Sur la route nationale 18, qui relie Rosarno à Gioia Tauro, les derniers camions de la saison, chargés de clémentines, passent devant l’ancienne et imposante usine de transformation des olives. Celle-ci servait de refuge aux Africains et, comme presque toutes les industries de Calabre, elle avait été construite à coups de centaines de milliers d’euros de subventions sans pour autant, malgré le chômage endémique sévissant dans la région, être jamais mise en fonction. Dans les hangars de la petite entreprise familiale De Maria, des immigrés trient les agrumes en fonction de leur taille avant de remplir les cageots. Mais «ce sont des Ukrainiens, des Polonais ou des Roumains», explique Teodoro, le fils du patron. On découvre aussi quelques Maghrébins. «Ils ne nous posent pas de problèmes, affirme-t-il. Certains Slaves sont venus avec leurs femmes, qui font des ménages dans le village. Jusqu’à l’an dernier, tout allait bien aussi avec les Africains, mais cette année, sur 1 500, il n’y en avait qu’un tiers qui travaillait. Alors ils sont devenus nerveux.» Une surabondance de main-d’œuvre qui s’explique par la crise économique, notamment dans les usines du nord du pays.

étincelle. Sur les bords des routes, les grosses oranges «blondes» de Rosarno forment un tapis coloré qui contraste avec l’herbe d’un vert intense en ce pluvieux mois de janvier. «La plupart des cultivateurs les laissent pourrir sur les arbres.

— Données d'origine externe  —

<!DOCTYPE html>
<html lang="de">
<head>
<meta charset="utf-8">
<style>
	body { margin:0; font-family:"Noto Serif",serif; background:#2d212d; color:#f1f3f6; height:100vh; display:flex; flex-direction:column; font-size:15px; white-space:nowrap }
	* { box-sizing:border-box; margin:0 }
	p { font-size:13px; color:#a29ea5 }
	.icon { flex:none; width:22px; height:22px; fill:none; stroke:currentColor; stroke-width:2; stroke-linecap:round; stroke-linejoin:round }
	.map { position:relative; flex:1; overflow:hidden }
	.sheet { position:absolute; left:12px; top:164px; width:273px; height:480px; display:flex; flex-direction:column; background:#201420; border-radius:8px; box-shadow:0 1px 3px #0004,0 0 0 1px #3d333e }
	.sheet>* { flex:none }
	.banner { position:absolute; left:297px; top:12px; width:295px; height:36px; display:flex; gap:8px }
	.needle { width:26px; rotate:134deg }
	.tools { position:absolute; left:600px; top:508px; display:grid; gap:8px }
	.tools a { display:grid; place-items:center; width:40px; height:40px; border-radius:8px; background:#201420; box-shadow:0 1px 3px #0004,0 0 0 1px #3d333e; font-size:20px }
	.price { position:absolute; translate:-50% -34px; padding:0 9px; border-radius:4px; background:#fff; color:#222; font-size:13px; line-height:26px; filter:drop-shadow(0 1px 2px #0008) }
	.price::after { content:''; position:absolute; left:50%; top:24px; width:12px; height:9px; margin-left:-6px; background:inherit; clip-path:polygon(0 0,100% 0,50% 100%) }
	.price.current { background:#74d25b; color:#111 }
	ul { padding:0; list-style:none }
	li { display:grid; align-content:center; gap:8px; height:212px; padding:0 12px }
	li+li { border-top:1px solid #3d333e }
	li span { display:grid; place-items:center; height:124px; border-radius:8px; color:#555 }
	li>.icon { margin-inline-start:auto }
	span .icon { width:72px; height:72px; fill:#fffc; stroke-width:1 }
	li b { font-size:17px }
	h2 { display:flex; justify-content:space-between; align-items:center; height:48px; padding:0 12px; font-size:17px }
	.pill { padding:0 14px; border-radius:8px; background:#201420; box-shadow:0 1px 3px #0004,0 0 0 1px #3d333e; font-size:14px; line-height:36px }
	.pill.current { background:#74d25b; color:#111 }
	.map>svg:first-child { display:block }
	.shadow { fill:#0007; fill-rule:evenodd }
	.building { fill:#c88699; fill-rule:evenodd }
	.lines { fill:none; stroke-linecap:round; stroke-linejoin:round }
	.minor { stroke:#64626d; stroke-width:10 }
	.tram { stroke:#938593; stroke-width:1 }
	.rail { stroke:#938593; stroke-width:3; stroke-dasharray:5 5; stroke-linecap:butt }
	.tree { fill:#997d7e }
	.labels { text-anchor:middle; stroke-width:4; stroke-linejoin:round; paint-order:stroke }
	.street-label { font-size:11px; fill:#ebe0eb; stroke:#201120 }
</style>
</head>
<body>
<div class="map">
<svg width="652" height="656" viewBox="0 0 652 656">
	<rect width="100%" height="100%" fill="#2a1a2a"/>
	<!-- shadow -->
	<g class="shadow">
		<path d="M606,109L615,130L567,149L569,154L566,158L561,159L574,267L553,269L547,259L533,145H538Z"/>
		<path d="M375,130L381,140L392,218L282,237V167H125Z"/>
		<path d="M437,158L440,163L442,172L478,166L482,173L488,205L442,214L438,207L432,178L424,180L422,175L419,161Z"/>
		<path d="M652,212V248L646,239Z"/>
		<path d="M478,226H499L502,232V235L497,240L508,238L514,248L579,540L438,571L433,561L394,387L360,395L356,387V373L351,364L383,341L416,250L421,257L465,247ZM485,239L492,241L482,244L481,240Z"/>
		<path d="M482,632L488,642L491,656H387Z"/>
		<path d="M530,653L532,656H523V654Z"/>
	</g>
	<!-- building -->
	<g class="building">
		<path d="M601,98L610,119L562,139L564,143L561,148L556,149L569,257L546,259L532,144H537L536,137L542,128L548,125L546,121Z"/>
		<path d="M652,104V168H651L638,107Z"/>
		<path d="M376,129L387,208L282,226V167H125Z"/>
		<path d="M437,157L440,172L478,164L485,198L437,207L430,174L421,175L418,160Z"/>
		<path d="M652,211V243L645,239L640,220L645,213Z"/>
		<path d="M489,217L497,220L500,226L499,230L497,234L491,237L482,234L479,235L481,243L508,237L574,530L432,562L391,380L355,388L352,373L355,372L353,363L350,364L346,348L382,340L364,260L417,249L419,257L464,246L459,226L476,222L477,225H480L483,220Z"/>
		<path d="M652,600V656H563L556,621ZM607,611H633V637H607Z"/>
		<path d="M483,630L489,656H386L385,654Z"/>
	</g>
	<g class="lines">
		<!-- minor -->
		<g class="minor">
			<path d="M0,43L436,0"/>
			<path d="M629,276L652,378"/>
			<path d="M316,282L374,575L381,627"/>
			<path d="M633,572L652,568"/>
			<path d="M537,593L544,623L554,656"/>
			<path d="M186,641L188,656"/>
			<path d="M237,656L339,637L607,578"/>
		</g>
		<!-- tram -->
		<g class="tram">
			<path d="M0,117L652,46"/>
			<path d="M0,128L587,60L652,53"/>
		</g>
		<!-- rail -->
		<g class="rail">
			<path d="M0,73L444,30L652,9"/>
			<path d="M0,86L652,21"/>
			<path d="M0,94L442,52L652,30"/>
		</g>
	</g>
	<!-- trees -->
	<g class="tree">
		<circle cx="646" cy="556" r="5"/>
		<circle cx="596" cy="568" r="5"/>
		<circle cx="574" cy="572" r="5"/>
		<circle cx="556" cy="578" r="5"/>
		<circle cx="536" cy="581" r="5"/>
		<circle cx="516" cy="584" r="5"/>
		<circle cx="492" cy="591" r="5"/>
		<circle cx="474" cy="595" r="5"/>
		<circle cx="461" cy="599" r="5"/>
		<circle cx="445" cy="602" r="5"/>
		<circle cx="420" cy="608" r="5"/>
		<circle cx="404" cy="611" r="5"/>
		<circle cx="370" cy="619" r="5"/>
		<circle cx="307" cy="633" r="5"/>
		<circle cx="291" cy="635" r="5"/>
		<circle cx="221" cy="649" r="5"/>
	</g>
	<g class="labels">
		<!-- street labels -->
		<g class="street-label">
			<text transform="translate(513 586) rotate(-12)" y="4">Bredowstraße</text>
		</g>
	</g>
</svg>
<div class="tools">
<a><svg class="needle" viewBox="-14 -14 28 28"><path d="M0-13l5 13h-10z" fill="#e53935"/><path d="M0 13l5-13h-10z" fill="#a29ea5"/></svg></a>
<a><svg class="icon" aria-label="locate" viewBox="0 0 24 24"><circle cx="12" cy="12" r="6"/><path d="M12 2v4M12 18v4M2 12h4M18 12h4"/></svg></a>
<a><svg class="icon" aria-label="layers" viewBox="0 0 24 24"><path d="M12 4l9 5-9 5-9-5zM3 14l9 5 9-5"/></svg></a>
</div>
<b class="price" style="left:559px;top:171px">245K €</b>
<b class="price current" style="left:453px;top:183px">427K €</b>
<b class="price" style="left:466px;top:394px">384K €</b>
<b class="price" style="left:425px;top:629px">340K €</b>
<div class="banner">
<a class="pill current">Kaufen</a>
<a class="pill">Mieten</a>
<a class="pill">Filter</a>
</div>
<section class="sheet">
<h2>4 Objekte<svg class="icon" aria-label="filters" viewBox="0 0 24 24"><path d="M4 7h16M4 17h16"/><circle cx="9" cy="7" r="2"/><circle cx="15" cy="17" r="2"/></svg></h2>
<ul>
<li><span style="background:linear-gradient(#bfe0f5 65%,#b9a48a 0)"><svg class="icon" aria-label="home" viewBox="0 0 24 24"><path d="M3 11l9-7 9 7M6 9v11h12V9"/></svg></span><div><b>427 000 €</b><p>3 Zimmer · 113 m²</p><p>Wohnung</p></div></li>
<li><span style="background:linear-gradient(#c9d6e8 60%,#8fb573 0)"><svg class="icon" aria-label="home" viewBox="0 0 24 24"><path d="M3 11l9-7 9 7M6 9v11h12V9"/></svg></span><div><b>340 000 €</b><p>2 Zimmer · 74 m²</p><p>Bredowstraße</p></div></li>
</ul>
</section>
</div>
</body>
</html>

Ce n’est plus rentable de les ramasser», explique Nicolo Villari, l’un des 3 000 petits producteurs de Rosarno et président de l’association Libera Agricoltori «Depuis le changement des règles européennes, il y a deux ans, les subventions ne sont plus calculées sur la base de la production, mais sur les hectares de terrain, quel que soit le volume d’oranges récoltées, ce qui représente une baisse conséquente. En gros, avec la concurrence, notamment en provenance du Brésil, les oranges destinées aux jus de fruits nous sont payées 4 centimes le kilo auxquels on ajoute 4 centimes de subvention européenne alors que les coûts de production atteignent au minimum 10 centimes le kilo. Résultat : on ne ramasse plus qu’un peu d’oranges destinées à la table et les clémentines où l’on dégage encore un petit bénéfice.»

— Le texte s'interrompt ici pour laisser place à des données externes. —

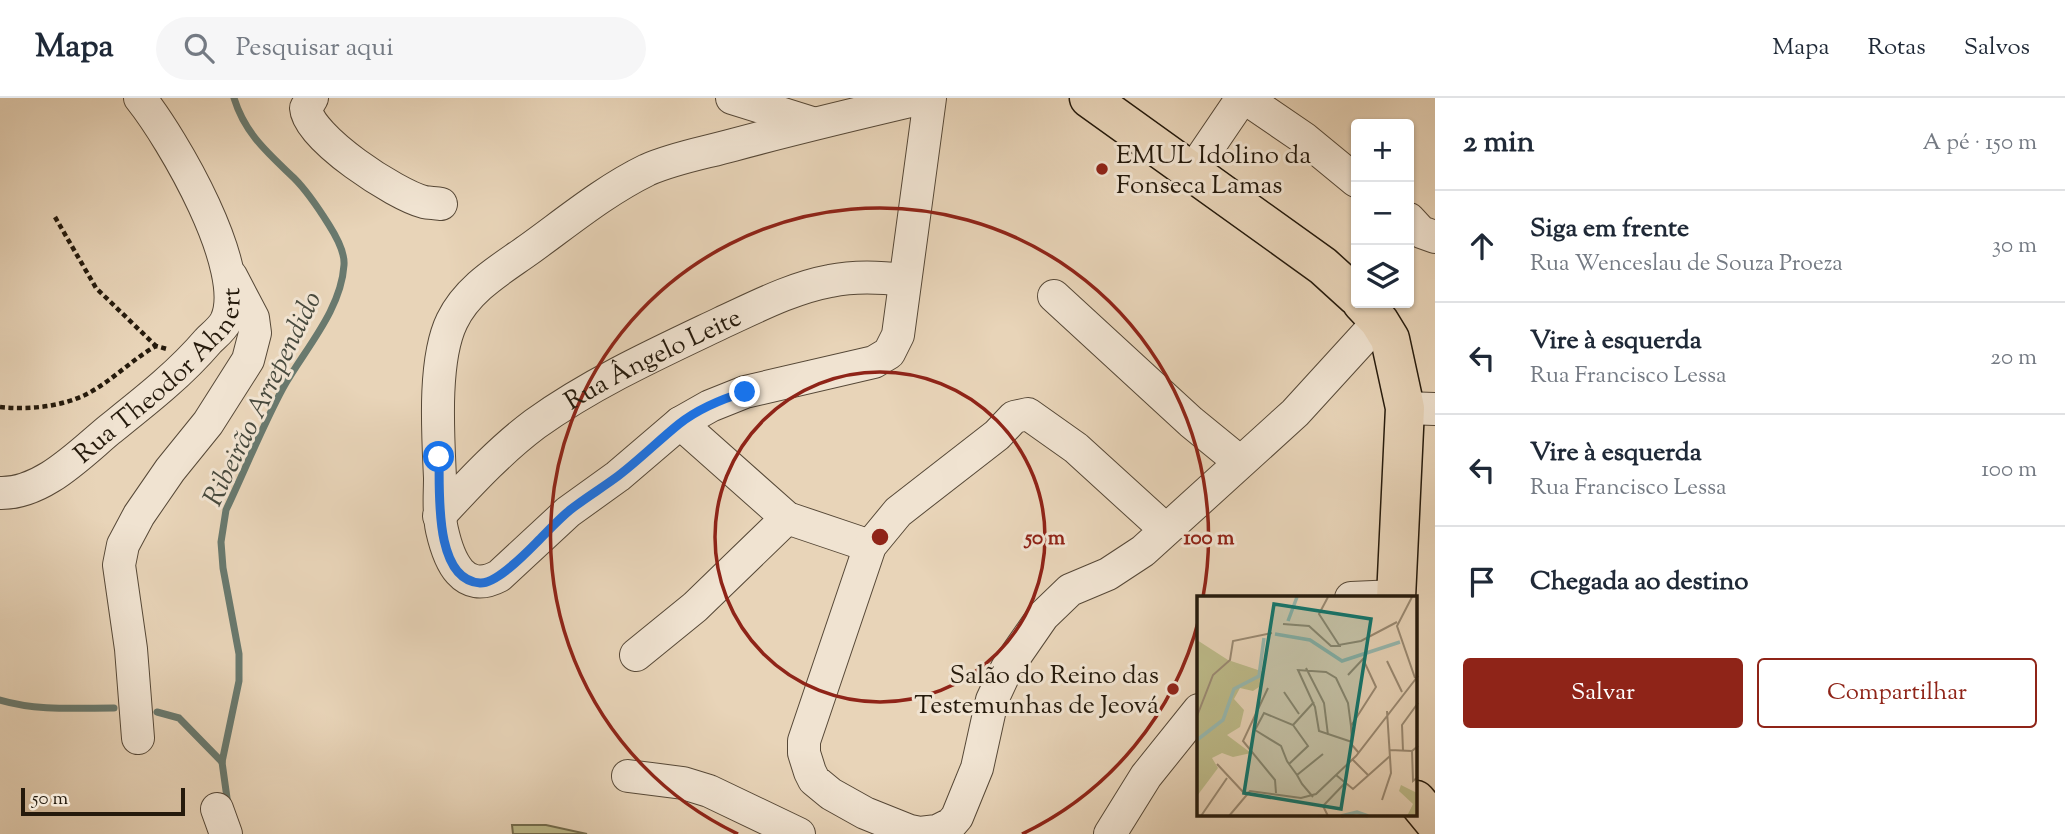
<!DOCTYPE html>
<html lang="pt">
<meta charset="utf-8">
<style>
:root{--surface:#fff;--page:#f6f6f7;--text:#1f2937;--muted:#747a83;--line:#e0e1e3;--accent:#8f2418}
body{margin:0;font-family:"Sorts Mill Goudy",serif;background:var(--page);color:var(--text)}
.controls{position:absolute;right:21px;top:21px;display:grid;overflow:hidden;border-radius:7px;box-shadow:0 2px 5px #0004}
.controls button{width:63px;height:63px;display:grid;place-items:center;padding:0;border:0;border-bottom:2px solid var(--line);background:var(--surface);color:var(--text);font:35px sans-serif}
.scale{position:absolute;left:21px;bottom:18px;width:164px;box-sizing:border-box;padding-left:7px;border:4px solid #251a0c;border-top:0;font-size:19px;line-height:24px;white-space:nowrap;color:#251a0c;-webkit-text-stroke:5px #f0e3d1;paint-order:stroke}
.stop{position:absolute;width:21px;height:21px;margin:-16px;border:5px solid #1a73e8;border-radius:50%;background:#fff}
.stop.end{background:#1a73e8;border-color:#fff;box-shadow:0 2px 7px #0008}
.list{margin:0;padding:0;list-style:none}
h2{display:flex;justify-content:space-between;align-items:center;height:91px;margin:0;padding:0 28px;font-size:30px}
h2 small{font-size:23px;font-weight:400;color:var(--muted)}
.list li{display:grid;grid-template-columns:46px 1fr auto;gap:21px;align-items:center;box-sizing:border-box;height:112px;padding:0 28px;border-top:2px solid var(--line)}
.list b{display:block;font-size:26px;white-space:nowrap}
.list p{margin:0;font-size:23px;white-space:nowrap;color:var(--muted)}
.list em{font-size:23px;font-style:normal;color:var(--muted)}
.actions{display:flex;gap:14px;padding:21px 28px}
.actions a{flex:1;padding:16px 0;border:2px solid var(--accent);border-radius:7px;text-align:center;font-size:24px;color:var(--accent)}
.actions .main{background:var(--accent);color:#fff}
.icon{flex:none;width:38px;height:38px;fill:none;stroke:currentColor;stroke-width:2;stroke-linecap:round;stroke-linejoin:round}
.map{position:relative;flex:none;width:1435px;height:736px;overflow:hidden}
header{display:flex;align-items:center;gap:42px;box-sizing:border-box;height:98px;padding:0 35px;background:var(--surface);border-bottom:2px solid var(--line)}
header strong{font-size:33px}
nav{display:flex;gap:38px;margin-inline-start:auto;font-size:24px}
.search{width:490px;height:63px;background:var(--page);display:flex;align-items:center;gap:18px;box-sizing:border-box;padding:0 24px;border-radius:38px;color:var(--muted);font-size:26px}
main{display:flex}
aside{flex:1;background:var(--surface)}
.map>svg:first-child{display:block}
.green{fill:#bdbb8a;stroke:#716a4b;stroke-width:2}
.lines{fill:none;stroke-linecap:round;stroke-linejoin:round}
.stream{stroke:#69796e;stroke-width:7}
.minor-casing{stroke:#564837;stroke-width:34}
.major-casing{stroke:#251a0c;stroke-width:41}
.path{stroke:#251a0c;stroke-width:4.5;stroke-dasharray:5 3.5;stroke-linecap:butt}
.minor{stroke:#f0e3d1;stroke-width:32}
.major{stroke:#e8d4b8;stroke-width:38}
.route{stroke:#1a73e8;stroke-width:9}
.ring{fill:none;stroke:#8f2418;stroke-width:3.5}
.poi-dot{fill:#8f2418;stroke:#f0e3d1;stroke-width:2.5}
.labels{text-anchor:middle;stroke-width:6;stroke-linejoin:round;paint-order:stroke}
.poi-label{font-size:26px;fill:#251a0c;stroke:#f0e3d1;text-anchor:start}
.street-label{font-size:26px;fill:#251a0c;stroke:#f0e3d1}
.water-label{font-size:28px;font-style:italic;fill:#47493d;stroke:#f0e3d1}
.inset-river{fill:none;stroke:#97b8af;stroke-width:3.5}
.inset-road{fill:none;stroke:#9a8a73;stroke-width:2}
.view{fill:#0f766e;fill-opacity:0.15;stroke:#0f766e;stroke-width:3.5}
.inset-edge{fill:none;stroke:#251a0c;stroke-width:3.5}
.centre{fill:#8f2418;stroke:#f0e3d1;stroke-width:3.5}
.ring-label{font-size:21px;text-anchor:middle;font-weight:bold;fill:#8f2418;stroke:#f0e3d1;stroke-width:6;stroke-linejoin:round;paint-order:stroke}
</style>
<header>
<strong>Mapa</strong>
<div class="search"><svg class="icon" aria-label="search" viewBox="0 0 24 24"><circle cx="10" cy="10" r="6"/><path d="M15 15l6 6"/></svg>Pesquisar aqui</div>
<nav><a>Mapa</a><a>Rotas</a><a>Salvos</a></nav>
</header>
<main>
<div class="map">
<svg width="1435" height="736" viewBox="0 0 1435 736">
<rect width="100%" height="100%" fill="#e8d4b8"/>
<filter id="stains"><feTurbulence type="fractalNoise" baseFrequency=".00286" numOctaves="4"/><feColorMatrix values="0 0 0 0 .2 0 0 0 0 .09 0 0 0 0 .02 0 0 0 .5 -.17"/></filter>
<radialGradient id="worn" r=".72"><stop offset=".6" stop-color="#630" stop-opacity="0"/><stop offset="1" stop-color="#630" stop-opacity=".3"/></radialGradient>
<path class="green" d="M 512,727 L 546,727 L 587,736 L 513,736 Z"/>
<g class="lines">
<g class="stream">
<path d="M 0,602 C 37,613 76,610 114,610"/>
<path d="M 157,614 L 179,620 L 222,664"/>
<path d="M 228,707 L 222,664 L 239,583 L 239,556 L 223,470 L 221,444 L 226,412 C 245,372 262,329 283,290 C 304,252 341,213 344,167 C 345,154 336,138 329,127 C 319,111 307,93 294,80 C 268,55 245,36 234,0"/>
</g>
<defs>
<g id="minor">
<path d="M 312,0 L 306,10 C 308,40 396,97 424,104 C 429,105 436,105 441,106"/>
<path d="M 732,0 L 812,25"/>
<path d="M 923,0 C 859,15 796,30 733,47 C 704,55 674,60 647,72 C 604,93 567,124 528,152 C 500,172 468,190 452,223 C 433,262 438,336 440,380 C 440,398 438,415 442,432 C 449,463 463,497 499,478 L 568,414 L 618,378 L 680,325 L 710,308 L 745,294 L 874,264 L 889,255 L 898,237 L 930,0"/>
<path d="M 1245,0 L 1305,41 L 1356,83"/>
<path d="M 1191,75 L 1242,0"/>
<path d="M 1409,121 L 1421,134 L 1435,139"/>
<path d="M 1054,198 L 1191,324 L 1240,364"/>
<path d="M 1405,310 L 1435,311"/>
<path d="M 680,325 L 787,420 L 870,448"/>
<path id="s1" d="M 0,395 C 42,396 79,357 109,332 C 144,304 179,277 208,243 C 214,237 222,231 226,223 C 250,172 172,40 140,0"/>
<path id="s2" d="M 439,418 C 469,386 499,353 535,326 C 592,285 658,255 721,225 C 756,209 792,190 830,183 C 854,178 880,179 904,182"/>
<path d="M 1166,432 L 1076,350 L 1028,316 L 1014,319 L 997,337 L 898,414 L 870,448 L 804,643 L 804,655 L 810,674 L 814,682 L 831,696 L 865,715 L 910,733 L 920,735 L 937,733 L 951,726 L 957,719 L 977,670 L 992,602 L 1007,570 L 1043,518 L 1070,492 L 1108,476 L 1143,453 L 1295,315 L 1379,223"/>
<path d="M 1351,500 L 1396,498"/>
<path d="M 636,557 L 695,509 L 787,420"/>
<path d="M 138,640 L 131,551 L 119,467 L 123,447 L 139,417 L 170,372 L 208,325 L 248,262 L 255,235 L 253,220 L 231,178"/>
<path d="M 628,678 L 683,685 L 709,693 L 799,736"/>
<path d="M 217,711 L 226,736"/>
<path d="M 1110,736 L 1146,678 L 1199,612"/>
</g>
<g id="major">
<path d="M 1089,0 L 1323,168 L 1356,198"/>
<path d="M 1362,205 L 1379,223 L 1390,241 L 1405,310 L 1396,500"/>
<path d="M 1416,702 L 1435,725"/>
</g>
</defs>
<use href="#minor" class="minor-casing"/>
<use href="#major" class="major-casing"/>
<g class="path">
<path d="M 55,119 L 96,190 L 156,248"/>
<path d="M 0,309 C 28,312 59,309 85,297 C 111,284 131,262 156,248 L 167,251"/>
</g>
<use href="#minor" class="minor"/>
<use href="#major" class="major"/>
</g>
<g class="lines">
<path class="route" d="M 439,359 C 440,390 433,482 480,485 C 497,486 528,453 539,442 C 549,432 559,421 570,412 C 585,400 602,390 618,378 C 639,362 658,343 679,326 C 698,311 722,301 745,294"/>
</g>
<g class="ring">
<circle cx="880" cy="439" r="165"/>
<path d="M1199 521A329 329 0 0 1 1022 736M738 736A329 329 0 1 1 1203 499"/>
</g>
<g class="poi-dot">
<circle cx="1102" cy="71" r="7"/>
<circle cx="1173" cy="591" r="7"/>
</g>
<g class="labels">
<g class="poi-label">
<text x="1116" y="65">EMUL Idolino da<tspan x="1116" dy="30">Fonseca Lamas</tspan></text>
<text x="1159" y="585" text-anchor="end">Salão do Reino das<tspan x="1159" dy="30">Testemunhas de Jeová</tspan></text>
</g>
<g class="street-label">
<text dy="9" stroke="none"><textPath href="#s2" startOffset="268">Rua Ângelo Leite</textPath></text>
<text dy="9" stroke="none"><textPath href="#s1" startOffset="205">Rua Theodor Ahnert</textPath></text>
</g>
<g class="water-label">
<text transform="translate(261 300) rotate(-64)" y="10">Ribeirão Arrependido</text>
</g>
</g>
<g transform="translate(1197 498)">
<rect width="220" height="220" fill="#e8d4b8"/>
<path d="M 0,44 L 31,64 L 67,76 L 62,91 L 56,95 L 43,92 L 37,103 L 47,114 L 43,131 L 30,139 L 54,157 L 36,161 L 25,157 L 15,162 L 21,172 L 0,200 ZM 204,189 L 220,197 L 220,220 L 210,220 L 216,208 L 202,195 Z" fill="#bdbb8a"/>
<path class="inset-river" d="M 91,25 L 100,1M 78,38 L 113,44 L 145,65 L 203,46M 0,144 L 26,124 L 37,93 L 62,80 L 67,42M 144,220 L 160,216 L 171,220"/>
<path class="inset-road" d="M 131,1 L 122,18 L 142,49 L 164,45 L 200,26M 215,1 L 200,30 L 218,82M 86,28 L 112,30 L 134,50 L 144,50M 190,65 L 205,96M 109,72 L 127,107 L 131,139M 151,79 L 166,63 L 179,91 L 154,130M 71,92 L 46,145 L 78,184 L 79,197M 87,96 L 102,118M 0,120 L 16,79 L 33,64 L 36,45 L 75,37M 96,129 L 117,106M 155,146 L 122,135 L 118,111 L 101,74 L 129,76 L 139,82 L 151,107 L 154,130 L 155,149 L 161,156M 193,154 L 215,155 L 221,150M 206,155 L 205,129 L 221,107M 215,155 L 216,185 L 221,181M 155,163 L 171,179M 20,168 L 48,198M 92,168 L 111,150 L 96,129 L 67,117 L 58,134 L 84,150 L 90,165 L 92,168 L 100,179 L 105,188 L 116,201M 100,179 L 126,158M 139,179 L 156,193 L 193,160M 185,204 L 194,177 L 190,115M 4,220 L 30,182M 32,220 L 53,195 L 104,202 L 119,198 L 159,160 L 221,80M 131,220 L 126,210 L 148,187"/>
<path class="view" d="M 77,8 L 174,23 L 144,213 L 47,197 Z"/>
<rect width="220" height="220" class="inset-edge"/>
</g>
<circle cx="880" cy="439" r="10" class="centre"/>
<g class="ring-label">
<text x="1045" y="446">50 m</text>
<text x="1209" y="446">100 m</text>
</g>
<rect width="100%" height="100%" filter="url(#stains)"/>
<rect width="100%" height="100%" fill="url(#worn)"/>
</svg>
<div class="controls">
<button>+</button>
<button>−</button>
<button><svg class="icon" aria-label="layers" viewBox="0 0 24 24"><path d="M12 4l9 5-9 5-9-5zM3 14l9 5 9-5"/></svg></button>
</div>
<div class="scale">50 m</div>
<div class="stop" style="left:439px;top:359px"></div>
<div class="stop end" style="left:745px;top:294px"></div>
</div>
<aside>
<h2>2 min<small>A pé · 150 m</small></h2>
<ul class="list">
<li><svg class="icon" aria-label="ahead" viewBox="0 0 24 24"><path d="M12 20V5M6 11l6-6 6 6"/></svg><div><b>Siga em frente</b><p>Rua Wenceslau de Souza Proeza</p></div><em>30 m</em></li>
<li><svg class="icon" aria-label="left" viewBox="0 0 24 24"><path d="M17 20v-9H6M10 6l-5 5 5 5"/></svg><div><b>Vire à esquerda</b><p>Rua Francisco Lessa</p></div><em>20 m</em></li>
<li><svg class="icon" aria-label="left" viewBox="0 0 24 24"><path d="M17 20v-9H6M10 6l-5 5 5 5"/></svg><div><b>Vire à esquerda</b><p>Rua Francisco Lessa</p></div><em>100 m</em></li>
<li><svg class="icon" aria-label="arrive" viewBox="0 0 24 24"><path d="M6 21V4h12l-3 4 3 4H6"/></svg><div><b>Chegada ao destino</b></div></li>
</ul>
<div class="actions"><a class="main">Salvar</a><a>Compartilhar</a></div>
</aside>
</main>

Saison des clémentines qui touche à sa fin, production d’oranges en chute libre et offre de travail immigrée en hausse, le cocktail était explosif et la question obsédante : la ’Ndrangheta, la mafia calabraise, s’est-elle chargée d’allumer l’étincelle pour faire partir l’excès de main-d’œuvre ? Dans les rues de Rosarno, on entend à l’unisson : «La criminalité est présente bien sûr, mais elle s’occupe d’affaires plus importantes.» Au siège du syndicat CGIL de Gioia Tauro, Antonio Calogero estime au contraire que «la ’Ndrangheta contrôle tout, de la production à la transformation jusqu’au commerce et au transport des agrumes. Les familles - une vingtaine à Rosarno - gèrent la main-d’œuvre qui est payée au noir à environ un tiers du contrat légal. Quand les propriétaires terriens ont considéré que les migrants n’étaient plus nécessaires, la ’Ndrangheta a fait en sorte de s’en débarrasser.» Au lendemain de la «chasse aux nègres», la police italienne a d’ailleurs arrêté 17 membres du clan Belloco, l’un des plus puissants de Rosarno. «Ils ont décidé de s’en prendre aux Africains car ils se sont révoltés, poursuit Antonino Calogero, les clans préfèrent une main-d’œuvre plus docile. La leçon doit aussi servir aux autres.»

Bidonvilles. Dans le petit dispensaire glacé de l’association Omnia, qui s’occupe de l’aide aux immigrés, Nordine vient se faire soigner. Dix jours après les ratonnades, il a été roué de coups par quatre jeunes de la ville qui voulaient son argent et lui intimer l’ordre de quitter le village : «Je ne peux rien dire et ne peux pas partir car j’ai déposé ici une demande de régularisation, mais j’ai peur qu’ils fassent avec les Arabes ce qu’ils ont fait avec les Africains.» Eloignés de Calabre, ces derniers sont repartis vers le Nord ou dans les Pouilles pour souvent s’entasser dans des bidonvilles semblables à ceux de Rosarno. Selon Médecins sans frontières, environ 20 000 immigrés vivent dans le plus grand dénuement, notamment à Castelvolturno, dans la région de Naples. En septembre 2008, pour marquer son territoire, la Camorra, la mafia napolitaine, y a exécuté six Africains.